Archive

Which characters does Splunk allow in field names?

It seems very strange to me to be asking this question in 2019 for Splunk 7.3.1, but I've used Splunk, I've read the Splunk docs, I've read numerous questions and answers here on Splunk Answers, and I observe significant differences between different Splunk docs topics and also—depending on which docs topics you read—what Splunk allows in practice. Or perhaps the answer is different in different contexts, and I've overlooked some docs that would clarify this for me.

Some extracts from the Splunk docs (mostly copied from a comment I recently added to the question "Safe characters for field names")...

From Splunk docs / Documentation / Splunk Enterprise / Getting Data In / Create custom fields at index time:

Field name syntax restrictions

You can assign field names as follows:

  • Valid characters for field names are a-z, A-Z, 0-9, or _ .

Similarly, from Splunk docs / Documentation / Splunk Enterprise / Knowledge Manager Manual / Field Extractor: Select Fields step:

Field names must start with a letter and contain only letters, numbers, and underscores.

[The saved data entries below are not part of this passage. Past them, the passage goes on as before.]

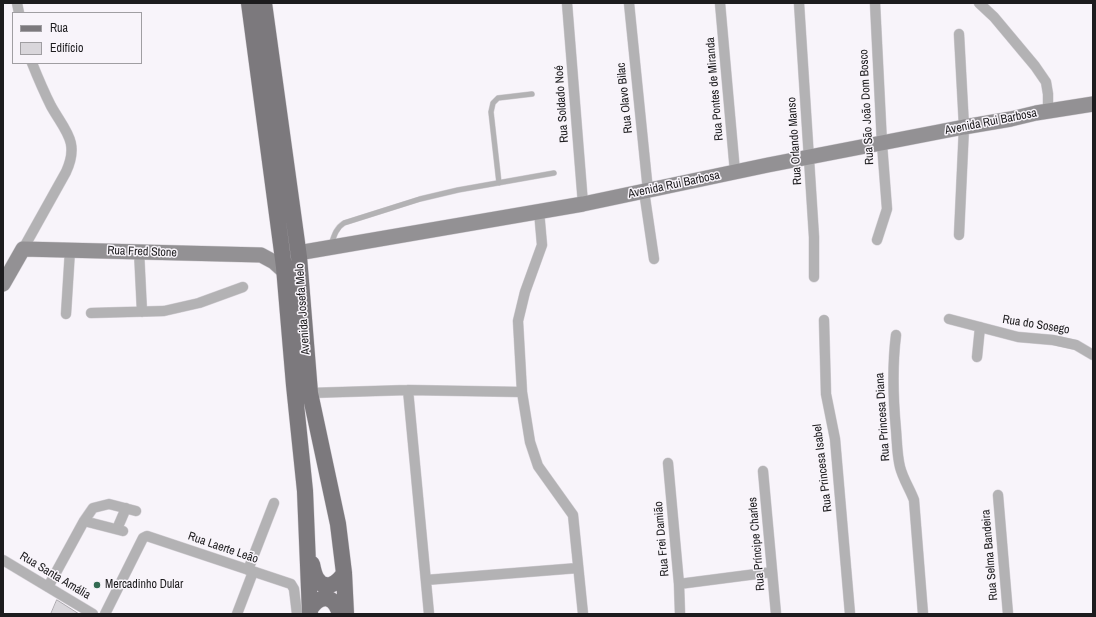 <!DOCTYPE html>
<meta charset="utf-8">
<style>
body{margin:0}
#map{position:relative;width:1096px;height:617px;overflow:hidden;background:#f8f4fa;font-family:"Archivo Narrow",sans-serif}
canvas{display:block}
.frame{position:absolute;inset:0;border:4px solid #1d1c1e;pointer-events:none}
.legend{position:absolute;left:12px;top:12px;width:130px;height:52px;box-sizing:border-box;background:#f8f4fa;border:1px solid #a09ea2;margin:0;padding:5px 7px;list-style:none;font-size:12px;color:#1d1c1e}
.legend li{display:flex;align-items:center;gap:8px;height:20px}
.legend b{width:20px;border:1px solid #a09ea2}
</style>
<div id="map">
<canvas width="1096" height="617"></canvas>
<div class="frame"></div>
<ul class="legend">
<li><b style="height:5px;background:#7c797d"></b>Rua</li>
<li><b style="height:11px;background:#d9d6db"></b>Edifício</li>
</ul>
</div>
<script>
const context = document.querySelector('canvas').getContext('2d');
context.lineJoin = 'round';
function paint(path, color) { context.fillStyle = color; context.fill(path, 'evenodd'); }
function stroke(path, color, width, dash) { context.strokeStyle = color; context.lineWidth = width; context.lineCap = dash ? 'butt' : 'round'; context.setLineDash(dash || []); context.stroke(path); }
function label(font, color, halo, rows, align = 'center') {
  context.font = font + ' "Archivo Narrow",sans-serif'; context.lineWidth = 3; context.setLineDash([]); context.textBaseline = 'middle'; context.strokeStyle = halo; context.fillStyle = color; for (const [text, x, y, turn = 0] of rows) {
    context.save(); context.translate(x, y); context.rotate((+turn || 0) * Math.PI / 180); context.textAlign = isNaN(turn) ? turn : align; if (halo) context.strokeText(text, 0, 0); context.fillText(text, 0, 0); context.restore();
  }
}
const building = new Path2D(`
 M 57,600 L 79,614 L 51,614 Z`);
paint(building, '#d9d6db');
stroke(building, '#adaaaf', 1);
const lane = new Path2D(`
 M 499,183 L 491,112 L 493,103 L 498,98 L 532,94
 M 331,245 C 334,236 336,228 344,223 L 420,199 L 458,190 L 554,173`);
const street = new Path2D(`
 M 17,3 L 19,13
 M 567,3 L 583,204
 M 629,3 L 648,191
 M 720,3 L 735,172
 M 799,3 L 814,237 L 814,277
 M 875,3 L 882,144 L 887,209 L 877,240
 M 979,3 L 994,17 L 1035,66 L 1046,82 L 1048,94 L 1048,111
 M 959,34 L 964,127 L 959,235
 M 644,191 L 654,259
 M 539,211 L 542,245 L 525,292 L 518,321 L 522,392 L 530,442 L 538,466 L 573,515 L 583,614
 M 23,249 L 66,172 C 80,142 65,131 51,106 C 44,92 38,78 32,63
 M 139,251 L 142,312
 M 91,313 L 164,311 L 199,303 L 243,287
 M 66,314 L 70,250
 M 949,319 L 1018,337 L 1053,340 L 1076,345 L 1093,355
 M 824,320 L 826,394 L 835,439 L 850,614
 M 896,335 C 892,367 893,398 896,430 C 897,442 897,455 900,467 C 903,479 910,489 914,500 L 923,614
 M 977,357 L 980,327
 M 408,390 L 429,614
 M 310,393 L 408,390 L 522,392
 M 668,463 L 679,584 L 680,614
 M 763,471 L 776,614
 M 998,495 L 1008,614
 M 84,521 L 123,531
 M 117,529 L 126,508
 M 3,560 L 93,614
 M 248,570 L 274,503
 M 426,580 L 578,568
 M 679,584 L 772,572
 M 48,587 L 84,521 L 93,508 L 109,504 L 136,511
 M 105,614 L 143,538 L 147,536 L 291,584 L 294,589 L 297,614
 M 237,614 L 253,572`);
const secondary = new Path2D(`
 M 298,253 L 583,204 L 768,165 L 964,127 L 1011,119 L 1036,113 L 1093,104
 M 3,284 L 23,249 L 261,255 L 274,262 L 285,272`);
const primary = new Path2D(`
 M 249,3 L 284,267 L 294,385 L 305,491 L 310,614
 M 264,3 L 299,257 L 310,393 L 338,524 L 344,573 L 346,614
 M 312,564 C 313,569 314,575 317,579 C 325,592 338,583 344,573
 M 310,609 C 321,593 334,595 340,614`);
stroke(lane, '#d5d1d7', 6);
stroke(street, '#d5d1d7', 11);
stroke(secondary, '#d5d1d7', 16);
stroke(primary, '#d5d1d7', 17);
stroke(lane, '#b3b2b4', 5);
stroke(street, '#b3b2b4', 10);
stroke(secondary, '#939194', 15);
stroke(primary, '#7c797d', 16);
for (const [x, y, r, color] of [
 [97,585,4,"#336a52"]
]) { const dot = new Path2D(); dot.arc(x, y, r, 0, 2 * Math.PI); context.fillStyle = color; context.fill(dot); stroke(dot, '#f8f4fa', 1.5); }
label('12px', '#1d1c1e', '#f8f4fa', [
 ["Rua Pontes de Miranda",715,89,-95],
 ["Rua Olavo Bilac",625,98,-96],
 ["Rua Soldado Noé",562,104,-94],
 ["Rua São João Dom Bosco",867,107,-93],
 ["Avenida Rui Barbosa",991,122,-11],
 ["Rua Orlando Manso",795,141,-94],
 ["Avenida Rui Barbosa",674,185,-12],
 ["Rua Fred Stone",142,252,2],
 ["Avenida Josefa Melo",303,309,-94],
 ["Rua do Sosego",1036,325,9],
 ["Rua Princesa Diana",883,417,-94],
 ["Rua Princesa Isabel",823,468,-97],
 ["Rua Frei Damião",662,539,-95],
 ["Rua Príncipe Charles",757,544,-95],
 ["Rua Laerte Leão",223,548,19],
 ["Rua Selma Bandeira",990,555,-95],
 ["Rua Santa Amália",55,576,31]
]);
label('12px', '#1d1c1e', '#f8f4fa', [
 ["Mercadinho Dular",105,585]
], 'left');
</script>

The default true value of the CLEAN_KEYS setting in transforms.conf enforces those allowed values for search-time field extractions:

CLEAN_KEYS = [true|false]
NOTE: This setting is only valid for search-time field extractions.
Optional. Controls whether Splunk software "cleans" the keys (field names) it
extracts at search time. "Key cleaning" is the practice of replacing any
non-alphanumeric characters (characters other than those falling between the
a-z, A-Z, or 0-9 ranges) in field names with underscores, as well as the
stripping of leading underscores and 0-9 characters from field names.
...
Default: true

Consistent so far.

But then the false value allows other characters:

Add CLEAN_KEYS = false to your transform if you need to extract field
names that include non-alphanumeric characters, or which begin with
underscores or 0-9 characters.

Splunk docs / Documentation / Splunk Enterprise / Knowledge Manager Manual / About regular expressions with field extraction:

Proper field name syntax
Field names must conform to the field name syntax rules.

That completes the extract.